Desde então, a Política Externa brasileira tem alternado seu foco de atuação entre a tradição diplomática bilateral e global conforme as necessidades nacionais. No período Collor, temos uma aproximação ao Eixo vertical (EUA), enquanto no período Itamar optou-se pelo retorno à tradição global-multilateral, investindo em parcerias Sul Sul e outras potências em desenvolvimento até um equilíbrio no governo Fernando Henrique Cardoso.

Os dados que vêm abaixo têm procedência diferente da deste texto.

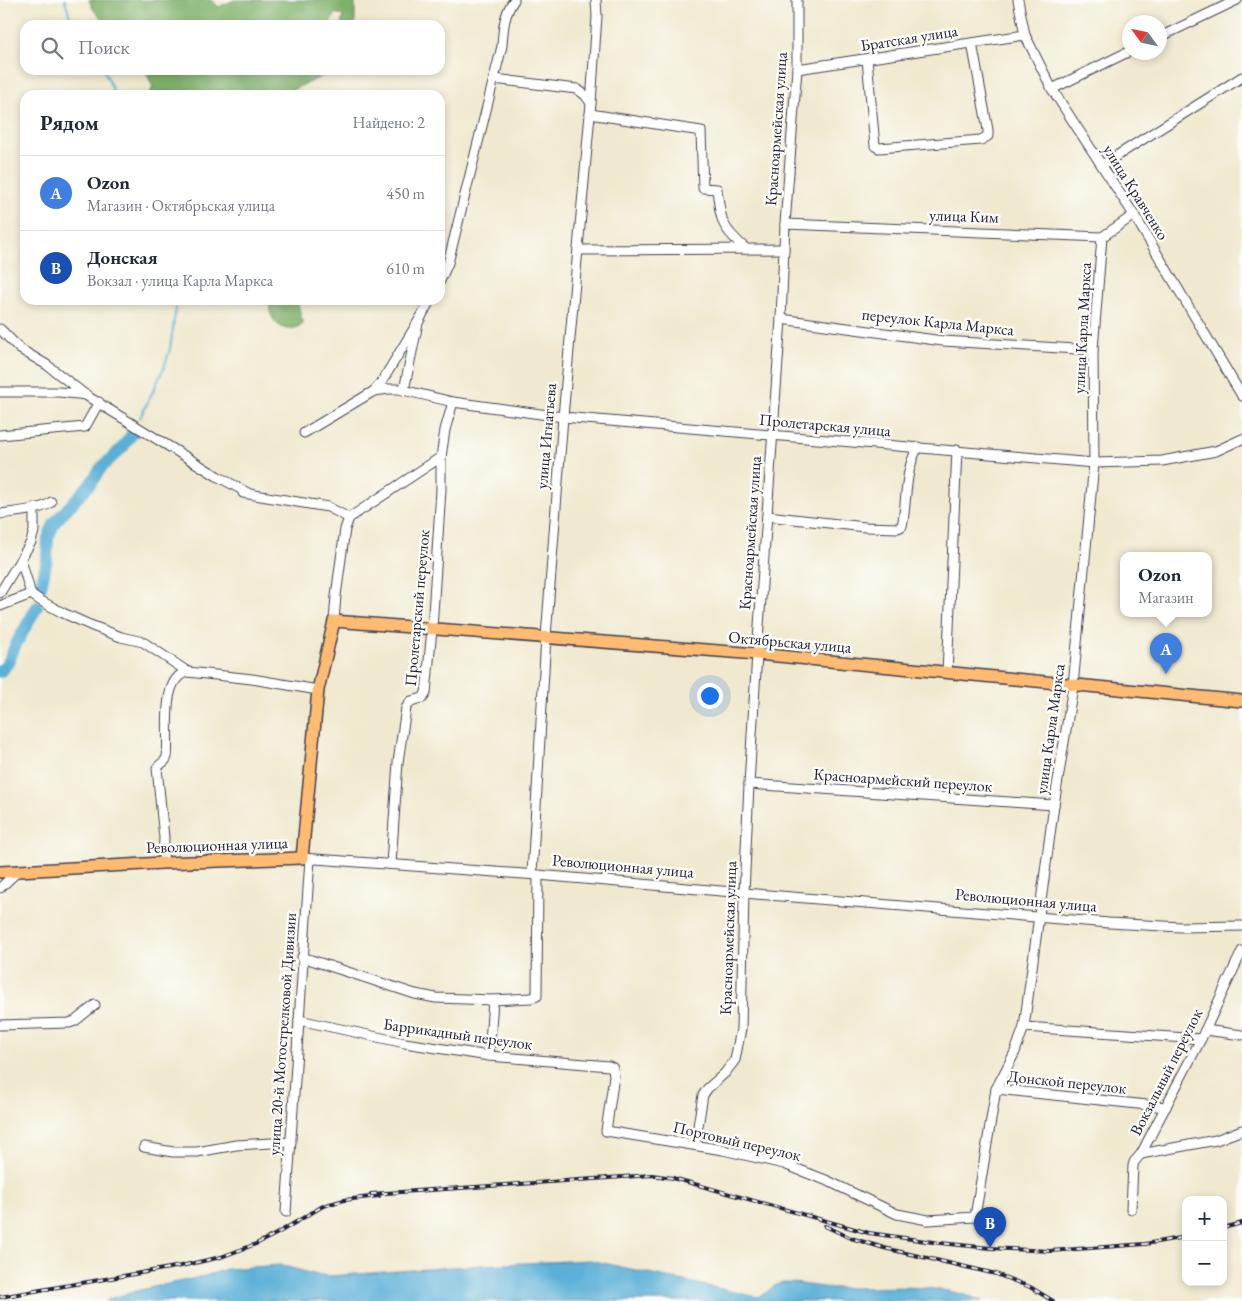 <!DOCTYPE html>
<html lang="ru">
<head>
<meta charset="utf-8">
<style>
  :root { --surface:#fff; --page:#f6f6f7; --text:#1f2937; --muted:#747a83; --line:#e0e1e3; --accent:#1f6fb2 }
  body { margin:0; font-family:"EB Garamond",serif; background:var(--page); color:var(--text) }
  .controls { position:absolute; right:15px; bottom:15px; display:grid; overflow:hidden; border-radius:10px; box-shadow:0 2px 8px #0003 }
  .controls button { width:45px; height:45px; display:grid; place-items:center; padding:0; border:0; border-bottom:1px solid var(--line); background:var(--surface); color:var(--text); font:25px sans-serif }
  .compass { position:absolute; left:1122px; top:15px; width:45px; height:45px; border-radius:50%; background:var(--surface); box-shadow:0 2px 8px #0003; rotate:303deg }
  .you { position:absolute; left:709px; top:695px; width:18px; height:18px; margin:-12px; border:4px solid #fff; border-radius:50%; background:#1a73e8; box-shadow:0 0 0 8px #1a73e833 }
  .badge { display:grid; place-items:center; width:32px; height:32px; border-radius:50%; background:var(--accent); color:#fff; font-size:16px; font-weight:700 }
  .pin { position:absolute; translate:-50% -41px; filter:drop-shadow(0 1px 2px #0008) }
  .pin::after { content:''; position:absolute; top:26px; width:18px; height:15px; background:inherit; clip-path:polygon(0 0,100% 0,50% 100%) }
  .popup { position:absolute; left:1120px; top:552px; width:92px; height:65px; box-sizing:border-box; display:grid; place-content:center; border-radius:10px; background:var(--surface); filter:drop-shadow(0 1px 4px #0005); font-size:16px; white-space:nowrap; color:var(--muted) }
  .popup b { font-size:19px; color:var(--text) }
  .popup::after { content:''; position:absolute; left:50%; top:100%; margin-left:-10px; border:10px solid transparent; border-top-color:var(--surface) }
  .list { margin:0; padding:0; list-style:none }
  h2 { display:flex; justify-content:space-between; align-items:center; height:65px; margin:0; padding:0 20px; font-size:21px }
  h2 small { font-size:16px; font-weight:400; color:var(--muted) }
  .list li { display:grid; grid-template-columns:32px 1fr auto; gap:15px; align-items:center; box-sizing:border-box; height:75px; padding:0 20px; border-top:1px solid var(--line) }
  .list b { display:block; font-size:19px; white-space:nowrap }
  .list p { margin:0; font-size:16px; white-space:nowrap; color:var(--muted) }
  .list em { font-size:16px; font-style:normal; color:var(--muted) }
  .icon { flex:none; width:28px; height:28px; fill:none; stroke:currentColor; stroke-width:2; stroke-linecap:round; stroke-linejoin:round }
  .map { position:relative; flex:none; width:1242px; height:1301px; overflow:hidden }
  .search { position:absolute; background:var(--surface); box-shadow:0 2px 8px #0003; left:20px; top:20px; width:425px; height:55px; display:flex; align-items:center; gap:12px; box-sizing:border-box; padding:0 18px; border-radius:15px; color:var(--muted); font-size:19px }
  .panel { position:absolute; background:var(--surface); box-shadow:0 2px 8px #0003; left:20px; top:90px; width:425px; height:215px; border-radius:15px }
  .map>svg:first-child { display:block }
  .forest { fill:#7eb06b; stroke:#506953 }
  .water { fill:#5cb0d8; stroke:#3f698a }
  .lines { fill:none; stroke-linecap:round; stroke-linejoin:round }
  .stream { stroke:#5cb0d8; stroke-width:2 }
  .river { stroke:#5cb0d8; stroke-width:12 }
  .minor-casing { stroke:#414051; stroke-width:11 }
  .major-casing { stroke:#414051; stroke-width:14 }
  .minor { stroke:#fff; stroke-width:9 }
  .major { stroke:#ffbb71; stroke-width:11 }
  .rail-casing { stroke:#22223b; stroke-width:4 }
  .rail { stroke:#fdfcf7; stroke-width:2; stroke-dasharray:5.5; stroke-linecap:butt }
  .labels { text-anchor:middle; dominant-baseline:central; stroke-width:5; stroke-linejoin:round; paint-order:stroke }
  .street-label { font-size:16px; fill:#22223b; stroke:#fdfcf7 }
</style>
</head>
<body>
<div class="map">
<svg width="1242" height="1301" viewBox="0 0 1242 1301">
  <rect width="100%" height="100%" fill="#fdfcf7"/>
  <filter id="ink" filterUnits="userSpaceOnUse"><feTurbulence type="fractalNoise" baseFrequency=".02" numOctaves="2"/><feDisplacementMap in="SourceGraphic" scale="10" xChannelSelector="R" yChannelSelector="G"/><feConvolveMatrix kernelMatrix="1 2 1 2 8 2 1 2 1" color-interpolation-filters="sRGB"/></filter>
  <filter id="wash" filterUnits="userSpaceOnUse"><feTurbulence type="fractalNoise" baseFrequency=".0096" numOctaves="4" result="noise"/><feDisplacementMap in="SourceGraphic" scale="20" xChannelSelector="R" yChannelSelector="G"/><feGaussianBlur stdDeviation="1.12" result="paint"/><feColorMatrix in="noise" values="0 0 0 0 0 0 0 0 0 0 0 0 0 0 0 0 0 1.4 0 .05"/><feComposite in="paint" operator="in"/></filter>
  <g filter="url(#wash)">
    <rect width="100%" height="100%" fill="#f0e9cf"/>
    <!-- forest -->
    <g class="forest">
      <path d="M89,0H211L219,7L234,0H355V25H341L343,16L336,13L329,25H107L93,9Z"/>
      <path d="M145,70H196L199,75L212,73V70H336L281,95H149L153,87Z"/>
      <path d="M270,300H297L303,324C300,325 295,329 291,329C276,330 267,313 270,300Z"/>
    </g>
    <!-- water -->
    <path class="water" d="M590,1260L757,1297C769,1294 771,1284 783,1283C801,1282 819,1288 837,1288C886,1289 935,1281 982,1301H106L109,1299L140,1290L205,1276L226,1269L280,1265L314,1274L329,1276L480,1265Z"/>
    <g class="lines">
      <!-- stream -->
      <g class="stream">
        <path d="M65,0L71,21L74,25"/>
        <path d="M104,70L115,95"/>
        <path d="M140,418L164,368L170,349L177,300"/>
      </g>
      <!-- river -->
      <g class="river">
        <path d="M41,587L47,559L48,538L55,522L91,483L101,468L123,447L134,431"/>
        <path d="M0,672L8,663L16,644L37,607"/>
      </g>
    </g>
  </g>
  <g filter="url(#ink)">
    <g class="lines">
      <!-- minor casing -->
      <g class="minor-casing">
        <g id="minor">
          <path d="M1018,0L1025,35L1052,89L1134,215L1242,396"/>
          <path d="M1160,37L1237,0"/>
          <path d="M867,59L875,146L879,148L981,140L988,136V130L972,43"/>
          <path d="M797,69L1025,35"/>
          <path d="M494,79L577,89L585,95L591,103"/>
          <path d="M1052,89L1130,51"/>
          <path d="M590,114L701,131L703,188L717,189C721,222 721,227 746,249"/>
          <path d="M1102,165L1242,77"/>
          <path d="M785,224L1102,237L1134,215"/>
          <path d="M578,250L784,249"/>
          <path d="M440,281L448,263L502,46C503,29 504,14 514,0"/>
          <path d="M781,319L943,341L1093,350"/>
          <path d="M0,329L20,349L47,365L87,396L217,476L248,493"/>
          <path d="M404,390L418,323L430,300"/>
          <path d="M374,391L389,389H399L453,402L563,417L1094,463L1162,461L1216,451L1242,439"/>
          <path d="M0,392H59L87,395"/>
          <path d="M304,433L374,391L381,383L421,317"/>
          <path d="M0,435L85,427L99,402"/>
          <path d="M243,493L328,507L349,518"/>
          <path d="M0,514C12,512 44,510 51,502"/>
          <path d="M767,516L865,527L898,528L902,526L903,521C907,495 905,470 918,447"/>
          <path d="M21,560L31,594L41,601L63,613L90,625L121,637L143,642L188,672"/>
          <path d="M0,593L31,542L34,531V508"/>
          <path d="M0,606L31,594"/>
          <path d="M334,621L336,596L345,529L349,518L441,457"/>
          <path d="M947,673L957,450"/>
          <path d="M749,784L1054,805"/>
          <path d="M302,858L538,875L744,893L1109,923L1181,927L1242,926"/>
          <path d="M163,863L164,838L157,768C160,763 165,763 167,757C170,736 159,677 188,672L252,679L318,690"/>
          <path d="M391,864L398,762L406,708L411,701L423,698L426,693L432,629L441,490V457L445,430L453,402"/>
          <path d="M532,874L546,637L563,417L591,103L597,16L596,0"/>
          <path d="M0,888L17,872"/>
          <path d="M302,957L415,994L436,998L493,1000L531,998L537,996L538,875"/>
          <path d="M299,1020L405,1043L489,1056L609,1066L613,1068L614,1076L606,1131L723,1150L784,1164L828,1181L897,1214L928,1220L975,1217L996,1089L1015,1052L1024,1027L1054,805L1073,686L1094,463L1093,350L1102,237"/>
          <path d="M0,1025L69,1023L75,1021L95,1005"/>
          <path d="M1024,1027L1201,1039"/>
          <path d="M1205,1030L1242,1035"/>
          <path d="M489,1056L493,1000"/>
          <path d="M996,1089L1166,1107"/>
          <path d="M695,1145L703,1095L708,1088L725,1073L735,1060L741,1029L744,893L749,784L757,654L781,319L785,224L797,69V0"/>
          <path d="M144,1147L173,1152H197L236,1145L291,1142"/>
          <path d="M1141,1154L1216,1140L1242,1130"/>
          <path d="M1131,1209L1133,1166L1134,1162L1141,1154L1201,1039L1242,951"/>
          <path d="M286,1212L310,859"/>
        </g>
      </g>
      <!-- major casing -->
      <g class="major-casing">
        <path id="major" d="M0,872L163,863L302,858L318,690L334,621L757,654L1242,701"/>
      </g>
      <!-- minor -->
      <use href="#minor" class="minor"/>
      <!-- major -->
      <use href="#major" class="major"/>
      <!-- rail casing -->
      <g class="rail-casing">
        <g id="rail">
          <path d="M371,1194L652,1175L673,1178L869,1233L940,1243L990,1248L1050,1251L1145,1244L1186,1237"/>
          <path d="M825,1226L851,1238L884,1248L996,1274L1030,1287L1053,1301"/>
          <path d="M1223,1228L1242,1223"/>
          <path d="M0,1297L181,1266L221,1257L256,1244L276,1234L323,1206L344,1200L379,1196"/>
        </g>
      </g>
      <!-- rail -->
      <use href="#rail" class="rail"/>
    </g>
  </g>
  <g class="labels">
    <!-- street labels -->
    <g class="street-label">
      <text transform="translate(909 38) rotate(-9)">Братская улица</text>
      <text transform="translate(776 129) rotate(-86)">Красноармейская улица</text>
      <text transform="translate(1136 192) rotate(58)">улица Кравченко</text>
      <text transform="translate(964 216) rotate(2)">улица Ким</text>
      <text transform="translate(938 322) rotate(6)">переулок Карла Маркса</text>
      <text transform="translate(1082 328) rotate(-87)">улица Карла Маркса</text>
      <text transform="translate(825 425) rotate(5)">Пролетарская улица</text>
      <text transform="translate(546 436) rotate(-85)">улица Игнатьева</text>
      <text transform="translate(750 533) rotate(-86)">Красноармейская улица</text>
      <text transform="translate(417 608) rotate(-85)">Пролетарский переулок</text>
      <text transform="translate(790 642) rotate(5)">Октябрьская улица</text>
      <text transform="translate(1050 729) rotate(-82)">улица Карла Маркса</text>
      <text transform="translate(903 780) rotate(4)">Красноармейский переулок</text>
      <text transform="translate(217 845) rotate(-2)">Революционная улица</text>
      <text transform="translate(623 866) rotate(5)">Революционная улица</text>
      <text transform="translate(1026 900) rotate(5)">Революционная улица</text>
      <text transform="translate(728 938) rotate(-88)">Красноармейская улица</text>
      <text transform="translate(282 1034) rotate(-86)">улица 20-й Мотострелковой Дивизии</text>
      <text transform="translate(458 1034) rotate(8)">Баррикадный переулок</text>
      <text transform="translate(1166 1072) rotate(-63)">Вокзальный переулок</text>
      <text transform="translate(1067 1082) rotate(6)">Донской переулок</text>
      <text transform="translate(737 1141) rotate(13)">Портовый переулок</text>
    </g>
  </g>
</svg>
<div class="controls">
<button>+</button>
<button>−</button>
</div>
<svg class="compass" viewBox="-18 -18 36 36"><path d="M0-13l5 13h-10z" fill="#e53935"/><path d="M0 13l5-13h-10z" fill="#747a83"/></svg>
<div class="you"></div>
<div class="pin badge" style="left:1166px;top:674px;background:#3f7fe0">A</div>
<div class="popup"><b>Ozon</b>Магазин</div>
<div class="pin badge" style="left:990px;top:1248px;background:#1a4fb4">B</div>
<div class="search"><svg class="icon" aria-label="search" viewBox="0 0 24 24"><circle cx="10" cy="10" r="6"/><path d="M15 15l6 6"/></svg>Поиск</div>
<section class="panel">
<h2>Рядом<small>Найдено: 2</small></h2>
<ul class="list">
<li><span class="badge" style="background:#3f7fe0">A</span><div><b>Ozon</b><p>Магазин · Октябрьская улица</p></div><em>450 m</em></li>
<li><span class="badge" style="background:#1a4fb4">B</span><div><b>Донская</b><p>Вокзал · улица Карла Маркса</p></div><em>610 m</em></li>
</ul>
</section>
</div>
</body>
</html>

O fato é que o Brasil ampliou sua presença no globo, seja através da política bilateral-tradicional seja pela participação ativa nos foros de negociação regional e internacional, o que lhe rendeu uma posição de prestígio na comunidade internacional, fruto de um histórico diplomático consciente de suas atribuições, firme em suas convicções e empenhado na realização do interesse nacional.